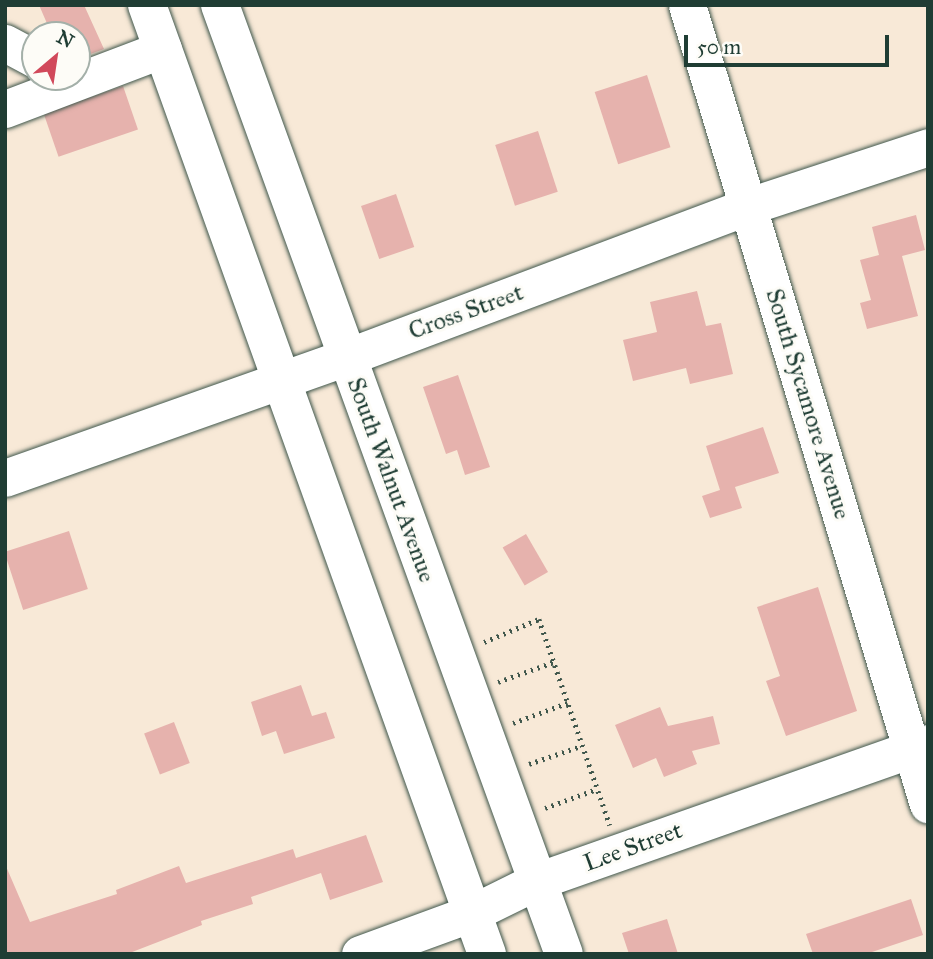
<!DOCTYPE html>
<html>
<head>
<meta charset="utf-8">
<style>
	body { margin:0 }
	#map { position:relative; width:933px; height:959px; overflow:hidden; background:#f8e9d7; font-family:"IM FELL Great Primer",serif }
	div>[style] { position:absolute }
	.building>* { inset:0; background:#e6b2ad; transform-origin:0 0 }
	.path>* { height:4.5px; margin-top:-2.25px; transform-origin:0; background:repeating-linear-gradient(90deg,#40574c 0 2px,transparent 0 7px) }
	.roads { filter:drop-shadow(0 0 2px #40574c) drop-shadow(0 0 2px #40574c) }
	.minor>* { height:37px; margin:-18.5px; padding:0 18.5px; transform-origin:18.5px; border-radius:18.5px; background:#fff }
	.major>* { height:38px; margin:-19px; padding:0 19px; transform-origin:19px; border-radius:19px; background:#fff }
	span { translate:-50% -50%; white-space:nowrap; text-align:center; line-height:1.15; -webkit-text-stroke:6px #fdfcf7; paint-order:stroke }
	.street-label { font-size:24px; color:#1f3d34 }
	.frame { position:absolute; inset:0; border:7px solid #1f3d34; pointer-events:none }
	.north { position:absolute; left:21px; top:21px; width:70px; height:70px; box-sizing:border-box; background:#fdfcf7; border:2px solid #a4b0a9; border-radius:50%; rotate:29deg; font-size:19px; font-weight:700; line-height:28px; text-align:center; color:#1f3d34 }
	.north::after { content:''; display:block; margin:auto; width:24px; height:32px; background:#d1495b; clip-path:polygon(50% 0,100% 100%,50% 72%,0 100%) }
	.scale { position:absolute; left:684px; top:35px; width:205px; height:32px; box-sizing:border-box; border:4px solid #1f3d34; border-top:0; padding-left:9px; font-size:21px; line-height:24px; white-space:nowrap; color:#1f3d34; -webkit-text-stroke:5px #fdfcf7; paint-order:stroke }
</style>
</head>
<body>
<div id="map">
	<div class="building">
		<i style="clip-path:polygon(39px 5px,84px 5px,104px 49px,77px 59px,77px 35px,52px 35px)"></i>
		<i style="left:647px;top:75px;width:76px;height:55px;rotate:72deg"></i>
		<i style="left:123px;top:86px;width:46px;height:84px;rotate:71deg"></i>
		<i style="left:538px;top:131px;width:64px;height:45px;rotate:72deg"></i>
		<i style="left:396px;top:194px;width:56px;height:37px;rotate:71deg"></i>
		<i style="clip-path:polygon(916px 215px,925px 250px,902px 256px,918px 316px,867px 329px,860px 303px,871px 300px,860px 260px,879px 255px,872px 227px)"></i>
		<i style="clip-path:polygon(697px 291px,706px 326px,721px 323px,733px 374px,690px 384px,686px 368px,633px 381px,623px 340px,657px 332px,650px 302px)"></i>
		<i style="clip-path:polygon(458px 375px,490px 467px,465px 475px,457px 450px,446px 454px,423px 387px)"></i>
		<i style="clip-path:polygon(763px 427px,779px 473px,735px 487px,742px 508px,710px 518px,702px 496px,720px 490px,706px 446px)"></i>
		<i style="left:69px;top:531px;width:61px;height:68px;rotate:72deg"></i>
		<i style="left:526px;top:534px;width:44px;height:27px;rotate:60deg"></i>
		<i style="clip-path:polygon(818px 587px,857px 711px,786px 736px,766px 681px,780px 676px,757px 607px)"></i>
		<i style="clip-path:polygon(301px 685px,312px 716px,326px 712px,335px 738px,284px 754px,276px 731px,262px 736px,251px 702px)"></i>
		<i style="clip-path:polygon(660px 707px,668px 726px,713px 716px,720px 744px,692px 751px,697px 764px,664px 777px,656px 758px,633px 768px,615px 725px)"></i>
		<i style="left:174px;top:722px;width:44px;height:32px;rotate:69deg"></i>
		<i style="clip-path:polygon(366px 835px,383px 882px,330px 900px,321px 873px,251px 897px,253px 904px,201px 921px,202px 925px,127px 954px,5px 954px,5px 864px,30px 922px,117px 894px,116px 890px,179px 866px,186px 883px,293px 849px,296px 858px)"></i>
		<i style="clip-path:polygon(911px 899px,923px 935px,866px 954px,813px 954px,806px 934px)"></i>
		<i style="clip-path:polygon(667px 919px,678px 954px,629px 954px,622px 933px)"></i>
	</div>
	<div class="path">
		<i style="left:322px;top:5px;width:37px"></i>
		<i style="left:484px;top:642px;width:60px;rotate:-22.7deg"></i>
		<i style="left:539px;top:619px;width:218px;rotate:71deg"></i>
		<i style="left:498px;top:682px;width:59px;rotate:-19.7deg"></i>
		<i style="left:513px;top:723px;width:58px;rotate:-20.3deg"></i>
		<i style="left:529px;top:764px;width:55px;rotate:-19.1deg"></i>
		<i style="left:545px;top:808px;width:55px;rotate:-20.1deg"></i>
	</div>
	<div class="roads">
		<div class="minor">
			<i style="left:687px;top:5px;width:835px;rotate:73.22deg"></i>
			<i style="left:5px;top:43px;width:34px;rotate:28deg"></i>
			<i style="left:5px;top:109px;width:169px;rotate:-20.8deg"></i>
			<i style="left:5px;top:478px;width:363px;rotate:-19.5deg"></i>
			<i style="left:347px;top:357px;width:429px;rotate:-20.6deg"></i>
			<i style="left:749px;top:206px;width:188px;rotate:-18.2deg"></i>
			<i style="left:360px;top:954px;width:119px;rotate:-20.1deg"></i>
			<i style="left:472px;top:913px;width:72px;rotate:-26.2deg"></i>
			<i style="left:537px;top:881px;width:415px;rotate:-19.4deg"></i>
		</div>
		<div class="major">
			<i style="left:147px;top:5px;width:1008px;rotate:70.29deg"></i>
			<i style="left:220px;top:5px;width:1009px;rotate:70.08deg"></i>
		</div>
	</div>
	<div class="street-label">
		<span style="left:466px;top:312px;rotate:-20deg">Cross Street</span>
		<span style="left:808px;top:404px;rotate:73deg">South Sycamore Avenue</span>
		<span style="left:391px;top:480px;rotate:70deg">South Walnut Avenue</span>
		<span style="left:633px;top:847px;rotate:-20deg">Lee Street</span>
	</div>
	<div class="frame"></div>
	<div class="north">N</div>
	<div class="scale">50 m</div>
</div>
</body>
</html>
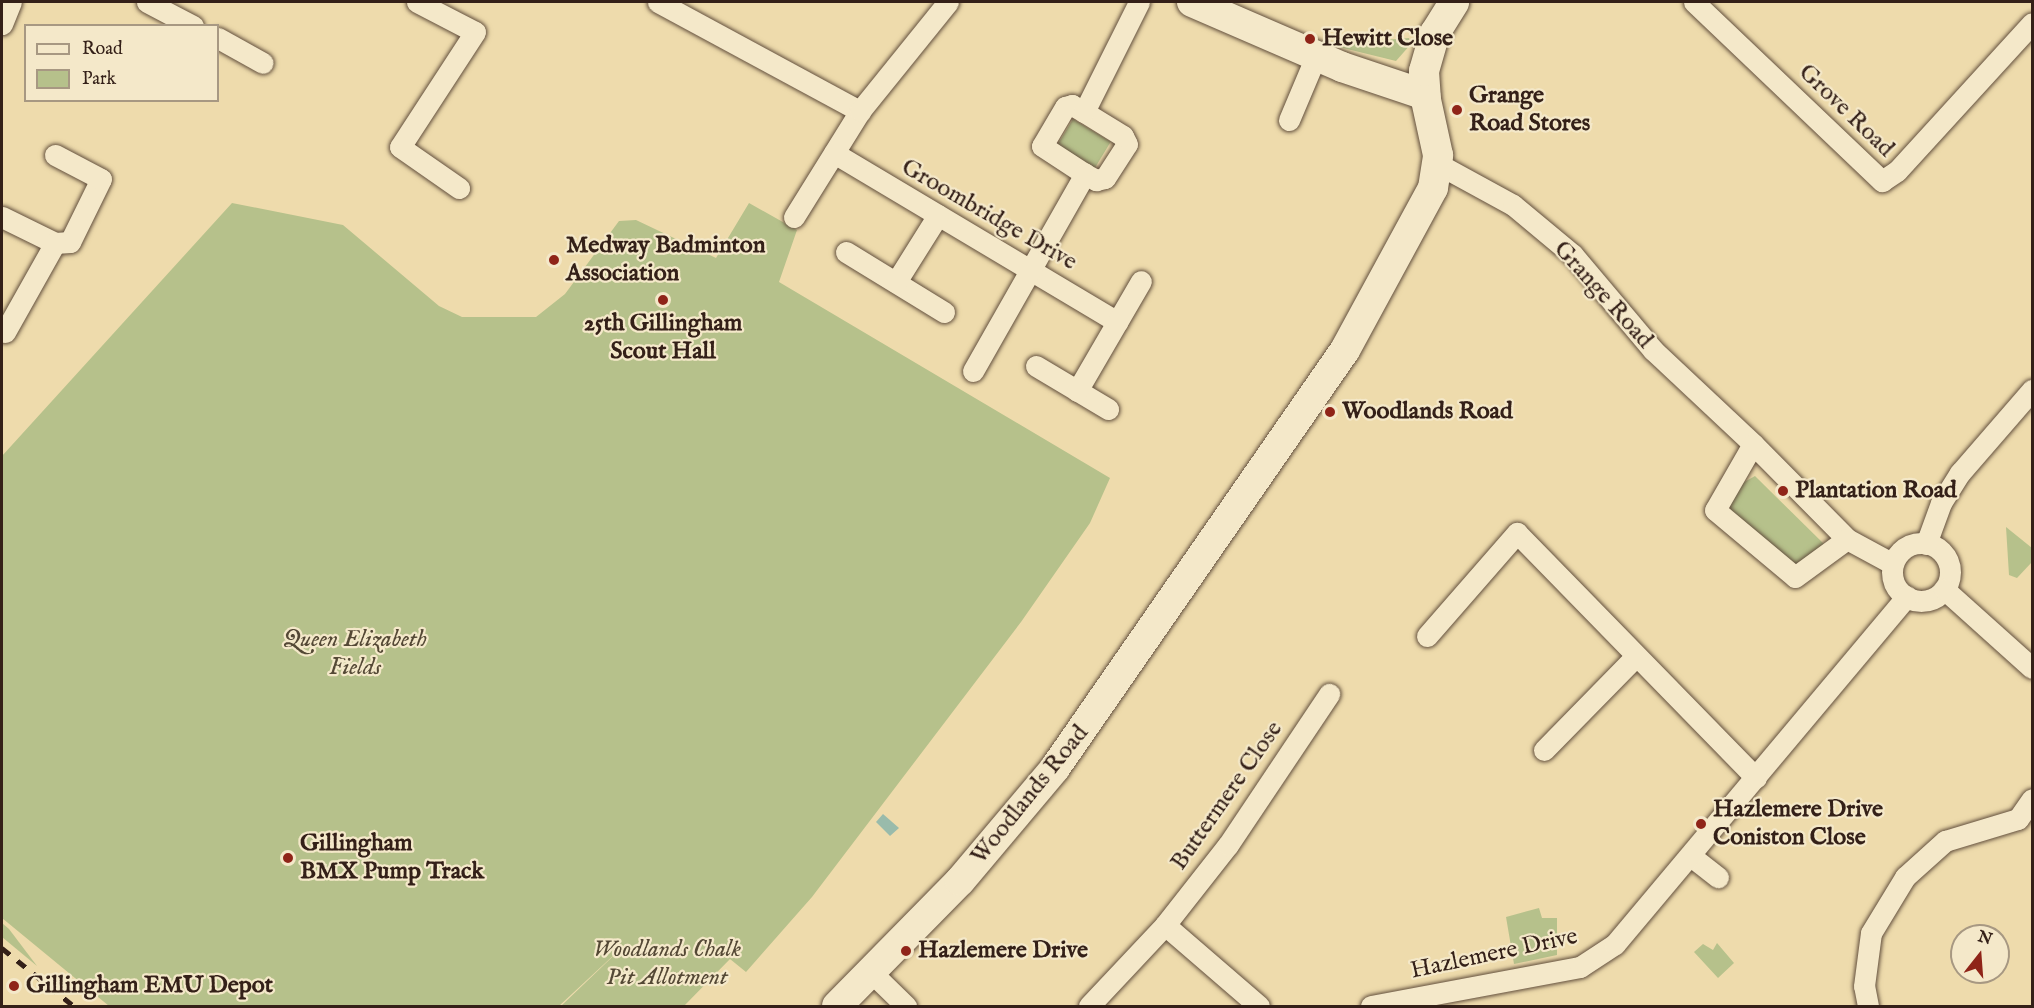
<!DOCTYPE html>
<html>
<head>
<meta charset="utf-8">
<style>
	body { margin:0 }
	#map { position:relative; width:2034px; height:1008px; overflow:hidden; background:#eedbac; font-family:"IM FELL English",serif }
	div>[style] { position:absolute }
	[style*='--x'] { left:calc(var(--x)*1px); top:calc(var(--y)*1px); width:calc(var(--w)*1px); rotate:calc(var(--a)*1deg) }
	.green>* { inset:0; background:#b6c18b; transform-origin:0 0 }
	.water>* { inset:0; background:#99bbab }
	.roads { filter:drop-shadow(0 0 2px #624f3d) drop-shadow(0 0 2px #624f3d) }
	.street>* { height:21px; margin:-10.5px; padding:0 10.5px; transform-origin:10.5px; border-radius:10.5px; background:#f4e8c9 }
	.street>.ring { margin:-10.5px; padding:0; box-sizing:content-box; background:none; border:21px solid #f4e8c9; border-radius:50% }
	.secondary>* { height:30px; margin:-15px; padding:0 15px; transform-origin:15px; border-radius:15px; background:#f4e8c9 }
	.rail>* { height:4.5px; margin-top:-2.25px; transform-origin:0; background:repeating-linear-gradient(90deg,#342018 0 10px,transparent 0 20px) }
	.dots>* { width:16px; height:16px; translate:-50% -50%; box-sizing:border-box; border:3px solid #f4e8c9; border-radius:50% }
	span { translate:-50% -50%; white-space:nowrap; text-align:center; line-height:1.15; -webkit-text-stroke:4.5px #f4e8c9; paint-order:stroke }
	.poi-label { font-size:24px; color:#342018; font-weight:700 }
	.left { translate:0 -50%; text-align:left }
	.street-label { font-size:24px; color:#342018 }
	.park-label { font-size:24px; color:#544835; font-style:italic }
	.frame { position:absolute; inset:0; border:3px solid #342018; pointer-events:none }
	.legend { position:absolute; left:24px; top:24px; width:195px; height:78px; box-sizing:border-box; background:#f4e8c9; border:2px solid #a79882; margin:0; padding:8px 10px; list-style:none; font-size:18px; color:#342018 }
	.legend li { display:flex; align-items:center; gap:12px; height:30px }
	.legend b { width:30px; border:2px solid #a79882 }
	.north { position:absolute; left:1950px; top:924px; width:60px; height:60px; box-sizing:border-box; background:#f4e8c9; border:2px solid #a79882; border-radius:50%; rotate:17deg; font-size:16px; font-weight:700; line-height:24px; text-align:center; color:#342018 }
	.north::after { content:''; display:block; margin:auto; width:21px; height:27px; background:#8f2418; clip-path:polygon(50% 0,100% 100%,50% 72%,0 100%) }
</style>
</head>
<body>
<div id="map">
	<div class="green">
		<div style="clip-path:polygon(1409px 38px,1411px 44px,1396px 61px,1339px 47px,1342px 43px)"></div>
		<div style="left:1073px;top:119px;width:44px;height:31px;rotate:31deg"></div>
		<div style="clip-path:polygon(232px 203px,343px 225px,439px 306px,462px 317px,536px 317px,565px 294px,619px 221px,636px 220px,716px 258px,749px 203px,797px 230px,779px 282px,1110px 478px,1090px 523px,1021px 622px,812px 897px,746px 972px,730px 959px,684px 1006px,561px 1006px,630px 940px,559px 1006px,109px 1006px,2px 918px,2px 456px)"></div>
		<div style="clip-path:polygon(1755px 476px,1825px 545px,1795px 567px,1731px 511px,1729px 503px,1739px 485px)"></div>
		<div style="clip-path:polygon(2006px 527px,2032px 548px,2032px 562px,2017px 578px,2009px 575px)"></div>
		<div style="clip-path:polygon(1539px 908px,1542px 918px,1557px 918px,1557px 955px,1514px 964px,1506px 917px)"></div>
		<div style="clip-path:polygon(2px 923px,9px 929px,37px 966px,2px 937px)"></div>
		<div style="clip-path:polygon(1717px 943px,1734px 963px,1718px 978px,1694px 952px,1703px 944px,1713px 950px)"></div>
	</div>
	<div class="water">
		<div style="clip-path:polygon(883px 814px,899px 828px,890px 836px,876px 822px)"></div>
	</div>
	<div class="roads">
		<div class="street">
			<div style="--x:147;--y:2;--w:52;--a:27.6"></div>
			<div style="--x:417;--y:2;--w:65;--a:27.3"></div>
			<div style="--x:475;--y:32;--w:137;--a:123.1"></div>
			<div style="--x:400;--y:147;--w:72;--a:34.8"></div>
			<div style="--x:658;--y:2;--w:230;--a:28.4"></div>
			<div style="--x:1694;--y:2;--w:260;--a:43.6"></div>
			<div style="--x:1882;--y:181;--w:18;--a:-34"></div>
			<div style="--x:1897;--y:171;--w:200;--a:-47.6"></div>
			<div style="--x:2;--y:24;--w:24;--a:-68"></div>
			<div style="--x:218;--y:38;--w:51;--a:29.1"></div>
			<div style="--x:1084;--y:112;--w:14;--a:-150"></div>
			<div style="--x:1072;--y:105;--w:7;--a:164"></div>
			<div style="--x:1065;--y:107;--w:45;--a:120.5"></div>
			<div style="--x:1042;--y:146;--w:51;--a:33.1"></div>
			<div style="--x:1289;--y:120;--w:69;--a:-67.1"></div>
			<div style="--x:834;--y:153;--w:330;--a:30.8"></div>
			<div style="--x:1438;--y:164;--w:85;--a:28.7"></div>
			<div style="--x:1513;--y:205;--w:78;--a:39.8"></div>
			<div style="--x:1573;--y:255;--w:124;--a:49.9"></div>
			<div style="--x:1653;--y:350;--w:137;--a:43.2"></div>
			<div style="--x:1753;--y:444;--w:134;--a:45.3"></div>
			<div style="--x:1847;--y:539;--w:52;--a:28.5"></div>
			<div style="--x:2;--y:217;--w:59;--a:26.1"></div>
			<div style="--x:55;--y:243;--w:15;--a:-4"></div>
			<div style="--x:70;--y:242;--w:70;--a:-63.8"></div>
			<div style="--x:101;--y:179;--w:52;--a:-152.4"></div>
			<div style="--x:794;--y:217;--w:125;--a:-58.1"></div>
			<div style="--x:860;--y:111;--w:140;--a:-51.1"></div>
			<div style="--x:846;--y:252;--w:115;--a:31.5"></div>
			<div style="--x:896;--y:282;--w:79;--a:-57.9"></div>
			<div style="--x:5;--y:332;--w:102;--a:-60.7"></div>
			<div style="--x:1036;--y:366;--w:84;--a:30.8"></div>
			<div style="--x:973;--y:371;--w:227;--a:-60.4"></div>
			<div style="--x:1085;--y:174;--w:13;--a:29"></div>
			<div style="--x:1096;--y:180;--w:9;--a:-13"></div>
			<div style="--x:1105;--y:178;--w:40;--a:-57.1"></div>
			<div style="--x:1127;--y:144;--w:9;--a:-117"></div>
			<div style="--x:1123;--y:136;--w:46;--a:-148.4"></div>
			<div style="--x:1084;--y:112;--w:123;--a:-63.4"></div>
			<div style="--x:1077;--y:391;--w:127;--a:-59.8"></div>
			<div style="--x:1753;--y:444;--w:76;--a:119.9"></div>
			<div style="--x:1715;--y:510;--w:104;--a:39.9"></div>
			<div style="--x:1795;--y:577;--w:64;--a:-36.2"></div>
			<div class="ring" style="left:1892px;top:543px;width:37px;height:37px"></div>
			<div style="--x:1926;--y:544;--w:44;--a:-69.9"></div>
			<div style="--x:1941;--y:503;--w:36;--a:-58"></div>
			<div style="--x:1960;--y:473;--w:110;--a:-49.1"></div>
			<div style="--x:1944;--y:589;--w:118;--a:41.9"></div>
			<div style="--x:1427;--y:636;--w:137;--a:-48.9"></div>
			<div style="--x:1517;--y:533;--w:342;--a:45.7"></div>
			<div style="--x:1544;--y:750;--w:130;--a:-45.6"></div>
			<div style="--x:1692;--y:857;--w:33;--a:38"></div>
			<div style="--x:1165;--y:925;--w:124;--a:40.8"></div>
			<div style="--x:871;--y:972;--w:49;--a:44.2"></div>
			<div style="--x:1089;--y:1006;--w:111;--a:-46.8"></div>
			<div style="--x:1165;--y:925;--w:102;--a:-51.8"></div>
			<div style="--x:1228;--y:845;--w:182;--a:-56.2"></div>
			<div style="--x:1371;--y:1006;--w:213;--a:-10.6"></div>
			<div style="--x:1580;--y:967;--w:42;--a:-33.3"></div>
			<div style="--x:1615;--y:944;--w:454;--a:-50"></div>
			<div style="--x:1868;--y:1006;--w:20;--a:-101"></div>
			<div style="--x:1864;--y:986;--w:53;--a:-82.5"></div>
			<div style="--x:1871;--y:933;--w:66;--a:-58.7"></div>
			<div style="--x:1905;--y:877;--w:54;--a:-42"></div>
			<div style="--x:1945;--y:841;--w:76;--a:-16.8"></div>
			<div style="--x:2018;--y:819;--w:24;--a:-55"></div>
		</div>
		<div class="secondary">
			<div style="--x:1192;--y:2;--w:163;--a:23.4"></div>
			<div style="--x:1342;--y:67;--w:88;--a:18.6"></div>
			<div style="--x:837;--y:1006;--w:175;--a:-45.5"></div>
			<div style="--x:960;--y:881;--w:148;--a:-49.9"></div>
			<div style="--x:1055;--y:768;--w:509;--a:-55.25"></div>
			<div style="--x:1345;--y:350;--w:184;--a:-61.5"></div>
			<div style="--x:1433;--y:188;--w:33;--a:-81"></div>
			<div style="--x:1438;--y:155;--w:56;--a:-102.3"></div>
			<div style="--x:1426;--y:100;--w:29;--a:-94"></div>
			<div style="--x:1424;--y:71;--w:40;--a:-74"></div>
			<div style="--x:1435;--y:33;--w:36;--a:-58"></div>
		</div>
	</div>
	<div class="rail">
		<div style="--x:2;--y:948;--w:92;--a:38.9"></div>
	</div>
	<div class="dots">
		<div style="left:1310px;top:39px;background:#8f2418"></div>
		<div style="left:1457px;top:110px;background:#8f2418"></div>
		<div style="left:554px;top:260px;background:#8f2418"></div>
		<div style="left:663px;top:300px;background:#8f2418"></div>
		<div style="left:1330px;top:412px;background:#8f2418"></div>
		<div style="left:1783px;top:491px;background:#8f2418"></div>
		<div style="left:1701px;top:824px;background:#8f2418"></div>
		<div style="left:288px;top:858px;background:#8f2418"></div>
		<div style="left:906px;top:951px;background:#8f2418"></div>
		<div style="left:14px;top:986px;background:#8f2418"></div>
	</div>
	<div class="poi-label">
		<span class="left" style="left:1322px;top:39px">Hewitt Close</span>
		<span class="left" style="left:1469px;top:110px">Grange<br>Road Stores</span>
		<span class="left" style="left:566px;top:260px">Medway Badminton<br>Association</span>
		<span style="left:663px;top:338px">25th Gillingham<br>Scout Hall</span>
		<span class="left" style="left:1342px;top:412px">Woodlands Road</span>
		<span class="left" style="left:1795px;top:491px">Plantation Road</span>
		<span class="left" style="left:1713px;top:824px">Hazlemere Drive<br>Coniston Close</span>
		<span class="left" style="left:300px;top:858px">Gillingham<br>BMX Pump Track</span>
		<span class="left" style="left:918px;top:951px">Hazlemere Drive</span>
		<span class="left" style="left:26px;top:986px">Gillingham EMU Depot</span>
	</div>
	<div class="street-label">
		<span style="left:1846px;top:111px;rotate:44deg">Grove Road</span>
		<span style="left:989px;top:215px;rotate:30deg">Groombridge Drive</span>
		<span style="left:1603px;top:295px;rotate:48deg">Grange Road</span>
		<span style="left:1030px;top:795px;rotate:-51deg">Woodlands Road</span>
		<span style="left:1227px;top:796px;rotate:-55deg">Buttermere Close</span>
		<span style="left:1494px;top:954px;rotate:-12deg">Hazlemere Drive</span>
	</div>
	<div class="park-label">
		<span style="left:355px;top:654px">Queen Elizabeth<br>Fields</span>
		<span style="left:667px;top:964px">Woodlands Chalk<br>Pit Allotment</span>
	</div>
	<div class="frame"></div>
	<ul class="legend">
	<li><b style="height:8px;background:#f4e8c9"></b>Road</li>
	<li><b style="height:16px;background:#b6c18b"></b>Park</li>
	</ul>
	<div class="north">N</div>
</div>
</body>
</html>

Assignment: Work through the records above. Copy every line with the string "roads".

Answer box:
	.roads { filter:drop-shadow(0 0 2px #40574c) drop-shadow(0 0 2px #40574c) }
	<div class="roads">
	.roads { filter:drop-shadow(0 0 2px #624f3d) drop-shadow(0 0 2px #624f3d) }
	<div class="roads">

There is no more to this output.